The latest International Visitor Survey (IVS) figures released today highlight a continuing strong performance by the Australian tourism industry, with 10% growth in visitor arrivals to 7.2 million and record expenditure of $38 billion (+14%) in the 2015-16 year, compared to the year before.
The only sector to have gone backwards is the backpacker sector, which saw a 7% reduction in visitor nights in 2015-16, and a 1% reduction in expenditure over the year, reinforcing a long term negative trend
Marginal gains in expenditure in NSW and Victoria could not offset major losses in Western Australia (-6.08%), Queensland (-5.06%), South Australia (-19.64%) and Northern Territory (-10.61%).
Tasmania was the only strong backpacker market up 13.51%, although visitor nights in Hobart declined -12.15%.
“The Government deserves great praise for encouraging and promoting Australia’s outstanding tourism growth in the past two years,” said Tourism Accommodation Australia CEO, Carol Giuseppi.
“However, the spectre of the backpacker tax has clearly had an impact on backpacker numbers, as it is the only sector that has declined.

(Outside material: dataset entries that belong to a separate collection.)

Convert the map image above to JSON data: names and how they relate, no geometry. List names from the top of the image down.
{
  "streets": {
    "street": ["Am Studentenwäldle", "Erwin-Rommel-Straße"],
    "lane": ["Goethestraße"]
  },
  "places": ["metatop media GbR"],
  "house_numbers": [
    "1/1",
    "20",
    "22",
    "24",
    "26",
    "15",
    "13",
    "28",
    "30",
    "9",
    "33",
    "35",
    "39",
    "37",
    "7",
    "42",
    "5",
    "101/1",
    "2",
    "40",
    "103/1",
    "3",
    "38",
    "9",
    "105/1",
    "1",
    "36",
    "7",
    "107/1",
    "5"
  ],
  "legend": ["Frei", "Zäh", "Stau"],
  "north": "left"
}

“Backpacker visitor nights are down particularly in Queensland, Western Australia and, the Northern Territory – the areas that most need backpackers for seasonal agriculture and tourism jobs.
“TAA has made submissions to the Federal Government arguing that the tax hike would provide a major disincentive to working holiday makers, and particularly backpackers, at a time when the industry was already experiencing shortages, particularly in regional and remote areas.
“We hope the current Government review will take into account the latest statistics, as clearly many areas are experiencing serious declines in backpacker numbers.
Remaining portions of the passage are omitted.